Brett Barnhart v. Department of the Army

                           UNITED STATES OF AMERICA
                        MERIT SYSTEMS PROTECTION BOARD


     BRETT A. BARNHART,                              DOCKET NUMBER
                   Appellant,                        CH-0752-15-0082-C-2

                  v.

     DEPARTMENT OF THE ARMY,                         DATE: December 15, 2022
                 Agency.



                THIS FINAL ORDER IS NONPRECEDENTIAL 1

           Carl Eric Owen, Rupert, Idaho, for the appellant.

           Caitlin Breedlove, Rock Island, Illinois, for the agency.
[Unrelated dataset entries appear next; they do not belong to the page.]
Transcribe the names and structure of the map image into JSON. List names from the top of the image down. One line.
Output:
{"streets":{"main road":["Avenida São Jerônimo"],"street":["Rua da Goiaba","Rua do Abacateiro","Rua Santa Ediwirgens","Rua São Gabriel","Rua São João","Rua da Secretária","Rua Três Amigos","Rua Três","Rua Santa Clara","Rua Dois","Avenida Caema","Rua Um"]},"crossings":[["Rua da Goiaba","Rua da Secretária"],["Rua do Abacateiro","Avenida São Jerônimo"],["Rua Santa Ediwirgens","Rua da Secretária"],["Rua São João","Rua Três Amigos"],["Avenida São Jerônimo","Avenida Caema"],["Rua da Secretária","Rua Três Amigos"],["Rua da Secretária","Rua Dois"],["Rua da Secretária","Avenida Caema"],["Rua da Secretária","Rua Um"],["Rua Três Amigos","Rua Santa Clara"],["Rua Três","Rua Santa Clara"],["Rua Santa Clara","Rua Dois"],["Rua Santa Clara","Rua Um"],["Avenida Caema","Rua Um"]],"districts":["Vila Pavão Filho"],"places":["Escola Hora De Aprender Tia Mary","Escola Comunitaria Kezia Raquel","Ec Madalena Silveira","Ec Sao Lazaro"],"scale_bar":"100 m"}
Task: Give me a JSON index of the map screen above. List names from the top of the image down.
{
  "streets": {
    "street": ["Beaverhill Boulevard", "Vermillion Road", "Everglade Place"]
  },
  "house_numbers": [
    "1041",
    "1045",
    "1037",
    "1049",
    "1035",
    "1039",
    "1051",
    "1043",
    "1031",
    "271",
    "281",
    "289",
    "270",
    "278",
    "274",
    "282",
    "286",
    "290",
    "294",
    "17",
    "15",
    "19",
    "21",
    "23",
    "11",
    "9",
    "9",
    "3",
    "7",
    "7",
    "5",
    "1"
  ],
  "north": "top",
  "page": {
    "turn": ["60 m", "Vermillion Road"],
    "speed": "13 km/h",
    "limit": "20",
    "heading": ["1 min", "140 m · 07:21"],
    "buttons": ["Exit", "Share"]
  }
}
                                           BEFORE

                               Cathy A. Harris, Vice Chairman
                                Raymond A. Limon, Member
                                 Tristan L. Leavitt, Member


                                       FINAL ORDER

¶1         The appellant has filed a compliance petition for review of the compliance
     initial decision, which denied his second petition for enforcement of the
     agreement that settled his remanded removal appeal. On petition for review, the
     appellant argues that the administrative judge erred in denying his second petition


     1
        A nonprecedential order is one that the Board has determined does not add
     significantly to the body of MSPB case law. Parties may cite nonprecedential orders,
     but such orders have no precedential value; the Board and administrative judges are not
     required to follow or distinguish them in any future decisions. In contrast, a
     precedential decision issued as an Opinion and Order has been identified by the Board
     as significantly contributing to the Board’s case law. See 5 C.F.R. § 1201.117(c).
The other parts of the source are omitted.